In January, Pfizer announced it was abandoning drug development for Alzheimer’s and Parkinson’s due to years of failure. The company decided to reallocate research money elsewhere.

Then Merck announced it was stopping its Phase 3 trial (NCT01953601) of verubecestat (MK-8931) in patients with early stage disease, likely for lack of effectiveness, in February.

Around the same time, Biogen announced it will recruit 510 more patients for its two Phase 3 studies — EMERGE (NCT02484547) and  ENGAGE (NCT02477800) — on aducanumab (BIIB037), which also targets amyloid plaques in early Alzheimer’s patients, due to higher variability than assumed.

“Trials fail for many reasons,” Doody said. “They fail for reasons very specific to the exact molecule being tested, they fail for reasons that have to do with the conduct of the study, for reasons that have to do with the hypothesis.”

There’s many questions yet unanswered in a disease as complex as this one, she added.

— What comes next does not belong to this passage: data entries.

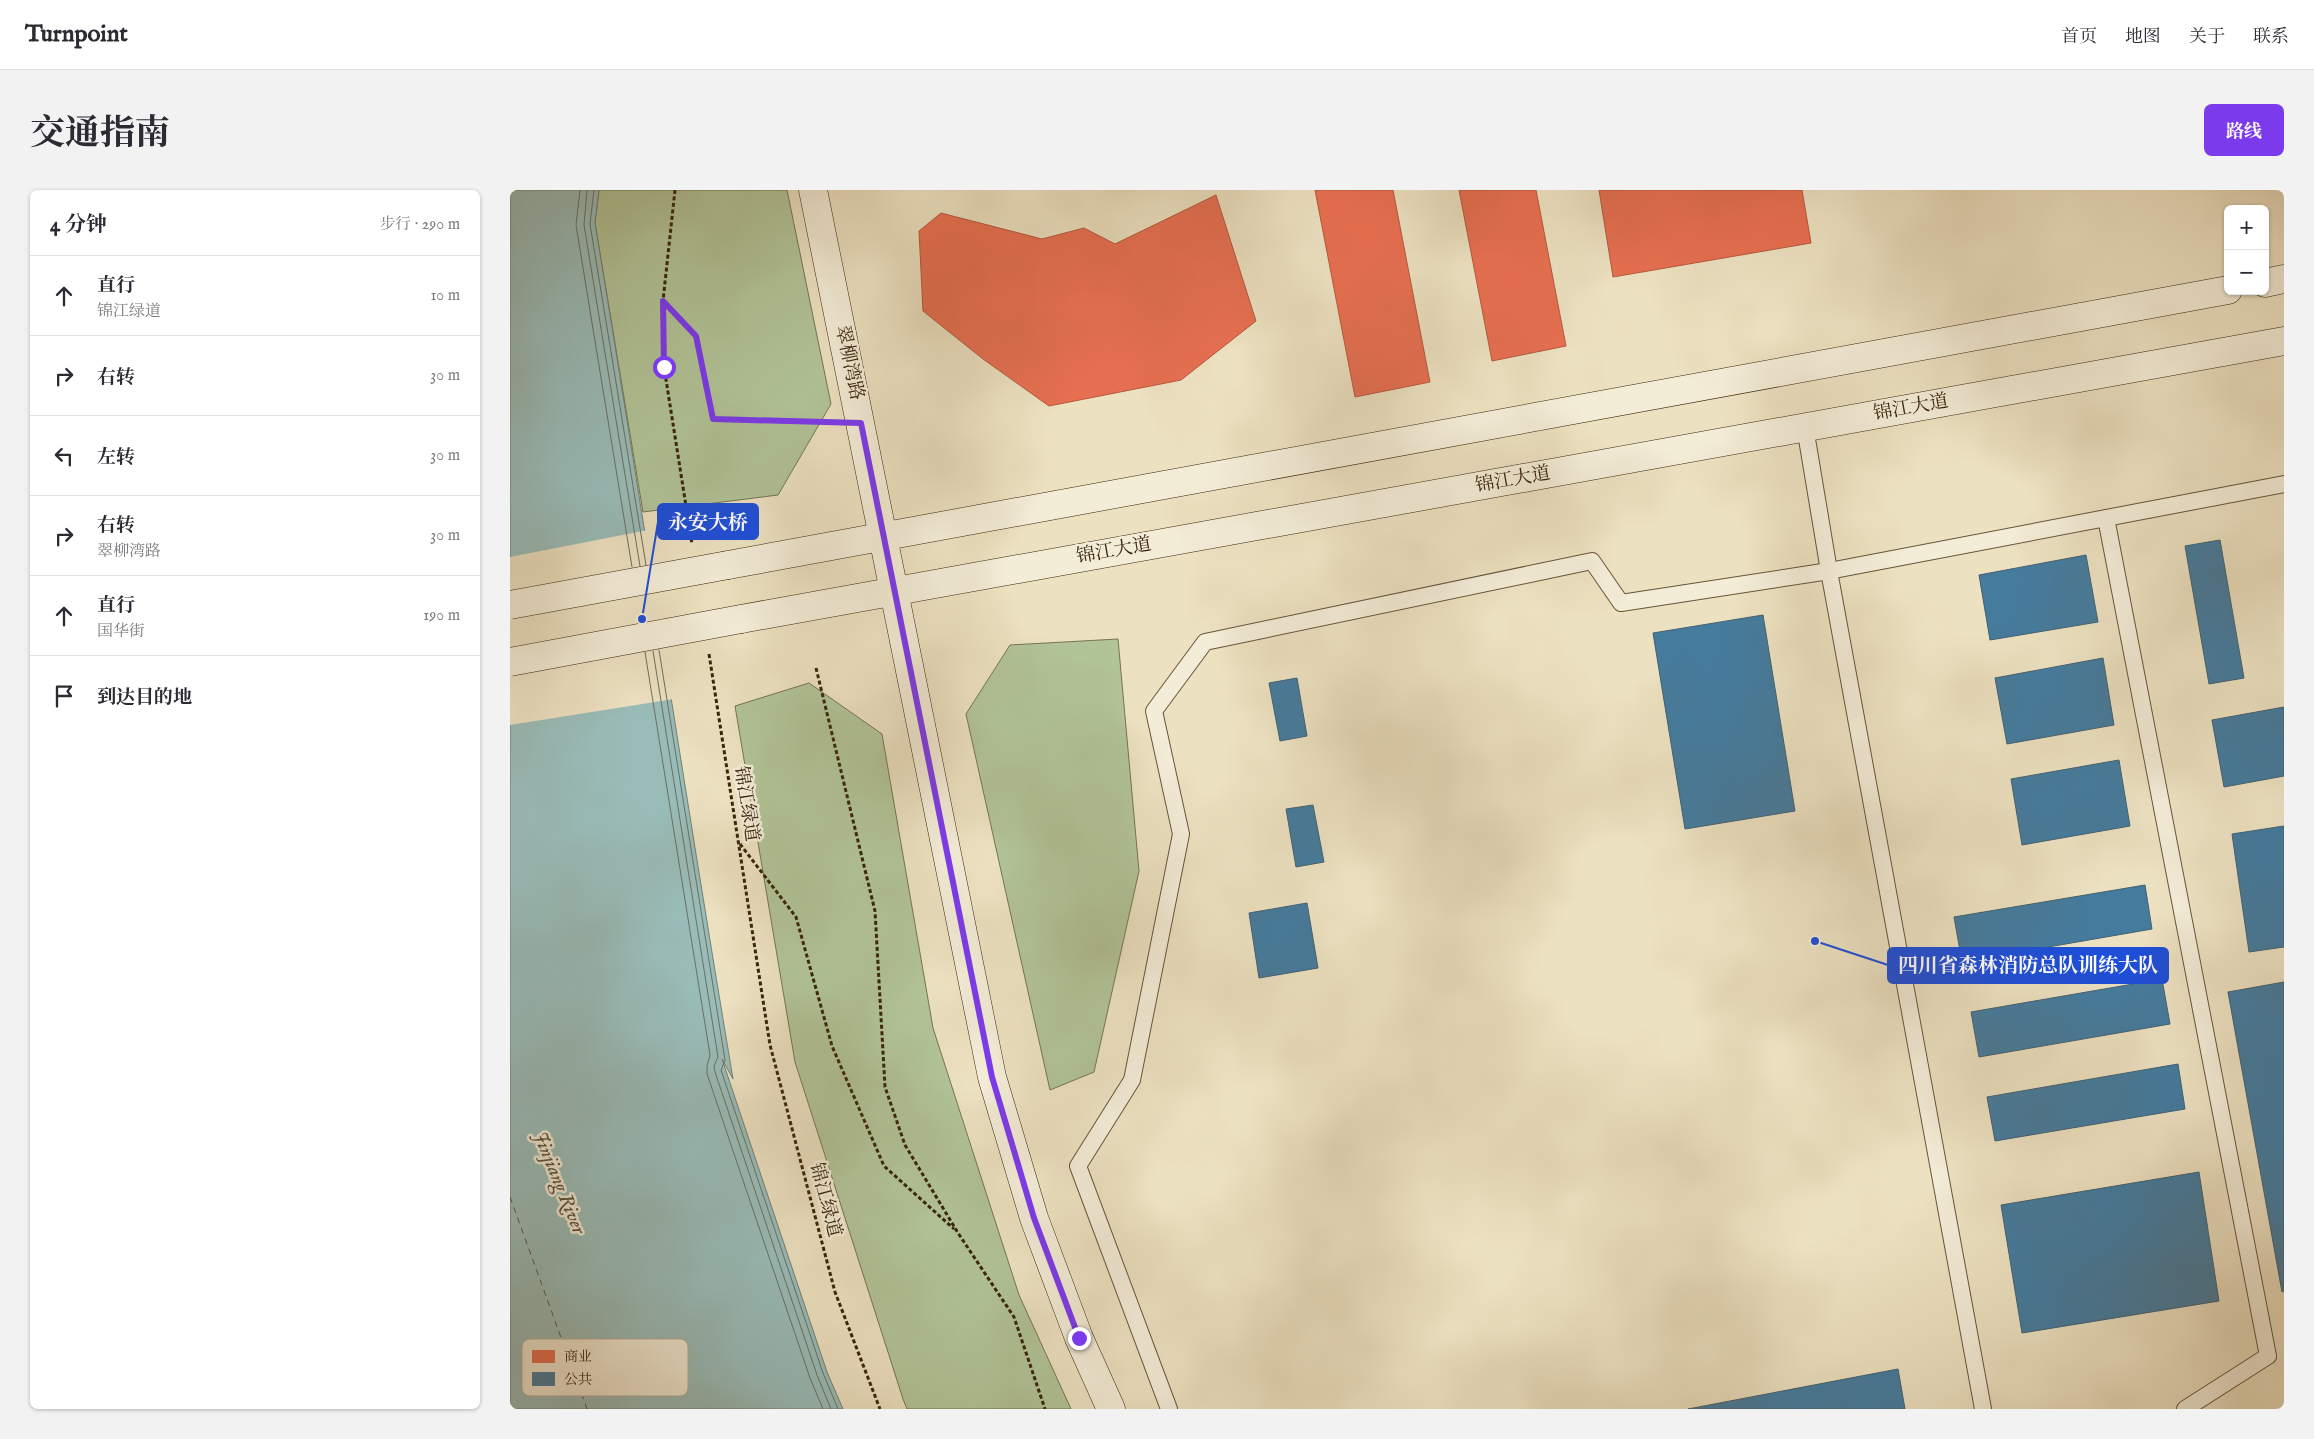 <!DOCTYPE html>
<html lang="zh">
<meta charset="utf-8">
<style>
:root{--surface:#fff;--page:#f2f2f3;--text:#2b2b33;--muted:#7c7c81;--line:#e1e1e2;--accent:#7c3aed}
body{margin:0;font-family:"IM FELL English","Noto Serif SC",serif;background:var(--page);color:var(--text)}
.controls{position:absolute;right:15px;top:15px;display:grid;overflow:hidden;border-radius:8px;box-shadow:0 1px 4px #0004}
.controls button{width:45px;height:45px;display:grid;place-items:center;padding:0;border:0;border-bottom:1px solid var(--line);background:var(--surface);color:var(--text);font:25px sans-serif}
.stop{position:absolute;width:15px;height:15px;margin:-11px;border:4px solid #7c3aed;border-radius:50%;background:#fff}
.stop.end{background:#7c3aed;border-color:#fff;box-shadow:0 1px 5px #0008}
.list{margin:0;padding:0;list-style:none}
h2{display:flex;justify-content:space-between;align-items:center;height:65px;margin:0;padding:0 20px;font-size:21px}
h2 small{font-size:16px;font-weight:400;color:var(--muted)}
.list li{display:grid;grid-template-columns:32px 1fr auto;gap:15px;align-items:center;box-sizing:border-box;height:80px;padding:0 20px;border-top:1px solid var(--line)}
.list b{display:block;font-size:19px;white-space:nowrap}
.list p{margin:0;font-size:16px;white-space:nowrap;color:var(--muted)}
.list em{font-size:16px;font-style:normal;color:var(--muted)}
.icon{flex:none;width:28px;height:28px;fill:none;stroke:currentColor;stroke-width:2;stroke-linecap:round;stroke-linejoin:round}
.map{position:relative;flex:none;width:1774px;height:1219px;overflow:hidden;border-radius:8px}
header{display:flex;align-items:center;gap:30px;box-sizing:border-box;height:70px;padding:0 25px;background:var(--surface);border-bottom:1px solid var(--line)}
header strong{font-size:24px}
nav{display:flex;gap:28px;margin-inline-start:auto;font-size:18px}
.intro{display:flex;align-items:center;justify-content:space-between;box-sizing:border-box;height:120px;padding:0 30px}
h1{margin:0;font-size:35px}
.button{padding:12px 22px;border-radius:8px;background:var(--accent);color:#fff;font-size:18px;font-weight:700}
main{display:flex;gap:30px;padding:0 30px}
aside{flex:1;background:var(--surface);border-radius:8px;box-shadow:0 1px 4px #0004}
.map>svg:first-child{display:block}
</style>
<header>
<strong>Turnpoint</strong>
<nav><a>首页</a><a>地图</a><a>关于</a><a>联系</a></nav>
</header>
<div class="intro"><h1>交通指南</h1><a class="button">路线</a></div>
<main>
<aside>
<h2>4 分钟<small>步行 · 290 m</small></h2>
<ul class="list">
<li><svg class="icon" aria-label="ahead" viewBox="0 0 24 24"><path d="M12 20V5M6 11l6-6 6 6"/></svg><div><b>直行</b><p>锦江绿道</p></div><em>10 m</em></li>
<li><svg class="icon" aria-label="right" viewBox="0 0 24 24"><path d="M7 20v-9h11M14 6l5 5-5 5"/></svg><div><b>右转</b></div><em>30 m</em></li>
<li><svg class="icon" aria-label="left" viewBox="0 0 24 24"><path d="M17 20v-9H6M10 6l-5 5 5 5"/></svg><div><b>左转</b></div><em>30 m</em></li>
<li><svg class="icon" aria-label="right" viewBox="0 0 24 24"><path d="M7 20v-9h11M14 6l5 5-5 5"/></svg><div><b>右转</b><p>翠柳湾路</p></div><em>30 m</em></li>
<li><svg class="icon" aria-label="ahead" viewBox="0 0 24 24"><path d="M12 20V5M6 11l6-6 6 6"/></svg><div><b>直行</b><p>国华街</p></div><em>190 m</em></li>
<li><svg class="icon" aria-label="arrive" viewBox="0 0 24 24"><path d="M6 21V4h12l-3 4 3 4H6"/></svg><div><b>到达目的地</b></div></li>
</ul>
</aside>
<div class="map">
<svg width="1774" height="1219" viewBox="0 0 1774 1219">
<rect width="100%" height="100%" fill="#ece1c1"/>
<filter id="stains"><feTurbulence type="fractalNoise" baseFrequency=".004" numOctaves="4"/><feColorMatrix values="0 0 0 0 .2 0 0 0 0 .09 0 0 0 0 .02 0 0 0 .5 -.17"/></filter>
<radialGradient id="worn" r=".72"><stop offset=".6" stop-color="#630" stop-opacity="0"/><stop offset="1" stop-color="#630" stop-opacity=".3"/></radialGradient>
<g fill="#b1c498" stroke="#757452">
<polygon points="89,0 277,0 321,214 268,305 133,322 85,33"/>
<polygon points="608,449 629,681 584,882 540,900 456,524 500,455"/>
<polygon points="299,493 372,544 423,838 509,1105 561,1219 397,1219 393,1209 285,872 225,516"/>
</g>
<path fill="#99bcb8" stroke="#738073" d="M0,0H89L85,33C132,318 175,604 223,889L212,869L317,1182L333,1219H0Z"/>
<polygon fill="#ece1c1" points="138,340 164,509 0,535 0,367"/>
<g fill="#e76f51" stroke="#b3593c">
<polygon points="805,0 883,0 920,192 845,207"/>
<polygon points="949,0 1026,0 1056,156 982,171"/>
<polygon points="1089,0 1292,0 1301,53 1103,87"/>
<polygon points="706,5 746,131 671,190 539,216 473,169 413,121 409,41 431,23 532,49 574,38 605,54"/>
</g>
<g fill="#457b9d" stroke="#416172">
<polygon points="1710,350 1734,488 1699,494 1675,356"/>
<polygon points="1576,365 1588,432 1480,450 1469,385"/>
<polygon points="1253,425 1285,621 1175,639 1143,443"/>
<polygon points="1593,468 1604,535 1497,554 1485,488"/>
<polygon points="787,488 797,546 770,551 759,493"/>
<polygon points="1774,517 1774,586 1714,597 1702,530"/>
<polygon points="1609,570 1620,636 1512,655 1501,589"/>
<polygon points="803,615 814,672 786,677 776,619"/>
<polygon points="1774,636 1774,757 1739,762 1722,644"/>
<polygon points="1635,695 1642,739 1452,772 1444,727"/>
<polygon points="797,713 808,778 749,788 739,723"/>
<polygon points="1652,789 1660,834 1469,867 1461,822"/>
<polygon points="1774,792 1774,1101 1772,1102 1718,802"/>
<polygon points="1668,874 1675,919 1485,951 1477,907"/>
<polygon points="1689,982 1709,1111 1512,1143 1491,1015"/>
<polygon points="1388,1179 1395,1219 1178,1219"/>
</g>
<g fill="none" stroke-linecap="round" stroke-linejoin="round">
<g stroke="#697062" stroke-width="1">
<polyline points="70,0 66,35 122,377"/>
<polyline points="77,0 74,35 130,376"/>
<polyline points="84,0 80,34 136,375"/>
<polyline points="149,460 215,870 211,880 313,1183 328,1219"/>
<polyline points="143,461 208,867 204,876 205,882 307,1185 321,1219"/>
<polyline points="135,462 200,865 197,876 197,884 300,1188 313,1219"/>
</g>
<polyline stroke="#565240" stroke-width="1" stroke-dasharray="6 5" stroke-linecap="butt" points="0,1007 77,1219"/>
<defs>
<g id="lane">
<polyline points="1295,237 1319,381 1473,1219"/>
<polyline points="1596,328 1758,1166 1675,1219"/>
<polyline points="659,1219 568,976 622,890 671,644 644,521 695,452 1082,371 1111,413 1319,381 1774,294"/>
</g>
<g id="secondary">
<polyline points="303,0 482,887 524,1028 569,1148 601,1219"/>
<polyline points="1755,93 1774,89"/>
<polyline points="218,375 1718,100"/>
<polyline points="231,429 1774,151"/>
</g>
</defs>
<use href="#lane" stroke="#665439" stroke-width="18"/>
<use href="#secondary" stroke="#39250c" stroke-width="29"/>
<g stroke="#39250c" stroke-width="3" stroke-dasharray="4 2.5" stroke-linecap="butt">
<polyline points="165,0 153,111 154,177 182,354"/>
<polyline points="154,112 186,146 203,229 320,233"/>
<polyline points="199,464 260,855 325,1102 370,1219"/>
<polyline points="306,478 365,721 375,897 395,955 448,1043 504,1127 535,1219"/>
<polyline points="230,654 286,727 322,856 374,976 444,1039"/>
</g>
<use href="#lane" stroke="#f3ecd7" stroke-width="16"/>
<use href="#secondary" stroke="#f3ecd7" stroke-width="28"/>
<defs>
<g id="secondary-bridge">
<polyline points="0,415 218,375"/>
<polyline points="0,472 231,429"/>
</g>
</defs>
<use href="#secondary-bridge" stroke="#39250c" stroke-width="29" stroke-linecap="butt"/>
<use href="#secondary-bridge" stroke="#f3ecd7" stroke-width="28"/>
</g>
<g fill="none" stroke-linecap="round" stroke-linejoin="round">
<polyline stroke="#7c3aed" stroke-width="6" points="154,177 153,111 186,146 203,229 351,233 482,887 524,1028 569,1148"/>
</g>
<g text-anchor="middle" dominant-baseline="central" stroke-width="5" stroke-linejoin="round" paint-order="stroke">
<g font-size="19" fill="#39250c" stroke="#f3ecd7">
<text transform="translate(339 173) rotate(78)">翠柳湾路</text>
<text transform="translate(1401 218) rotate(-10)">锦江大道</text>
<text transform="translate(1003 290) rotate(-10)">锦江大道</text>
<text transform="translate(604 361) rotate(-10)">锦江大道</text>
<text transform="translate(236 614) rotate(81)">锦江绿道</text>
<text transform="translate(315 1010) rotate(75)">锦江绿道</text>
</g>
<g font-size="20" font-style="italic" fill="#565240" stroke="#f3ecd7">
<text transform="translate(49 993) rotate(68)">Jinjiang River</text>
</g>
</g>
<rect x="12" y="1149" width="166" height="57" rx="8" fill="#f3ecd7" stroke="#bbb09a" stroke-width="1"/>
<rect x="22" y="1160" width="23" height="13" fill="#e76f51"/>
<rect x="22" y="1182" width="23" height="14" fill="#457b9d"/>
<g font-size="14" fill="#39250c">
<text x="54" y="1171">商业</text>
<text x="54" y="1194">公共</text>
</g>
<path fill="none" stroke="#1d4ed8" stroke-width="2" d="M132 429L148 332M1305 751L1378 775"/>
<g fill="#1d4ed8" stroke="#f3ecd7" stroke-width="2">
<circle cx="132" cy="429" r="5"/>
<circle cx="1305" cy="751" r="5"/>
</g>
<g fill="#1d4ed8" stroke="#1d4ed8" stroke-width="2">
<rect x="148" y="314" width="100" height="35" rx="5"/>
<rect x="1378" y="758" width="280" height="35" rx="5"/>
</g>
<g font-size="20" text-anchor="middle" font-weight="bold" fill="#fff">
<text x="198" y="339">永安大桥</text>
<text x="1518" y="782">四川省森林消防总队训练大队</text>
</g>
<rect width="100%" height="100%" filter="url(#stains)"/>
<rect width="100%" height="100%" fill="url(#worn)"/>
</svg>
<div class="controls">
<button>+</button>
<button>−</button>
</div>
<div class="stop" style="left:154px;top:177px"></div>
<div class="stop end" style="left:569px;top:1148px"></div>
</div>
</main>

They include such basics as  “whether amyloid is a good target for Alzheimer’s disease, or the best target for Alzheimer’s disease, or the only target for Alzheimer’s disease.”

Doody believes key events characterizing Alzheimer’s brain pathology, like amyloid deposition outside cells and neurofibrillary tangles within them, are the “place to start.”

Gantenerumab and crenezumab target amyloid differently. Roche is also testing another antibody against the tau protein, the main component of tangles that ultimately lead to neuronal death.

“We believe that the hypothesis has not been fully explored,” Doody said, “and that these are the best targets to start with.”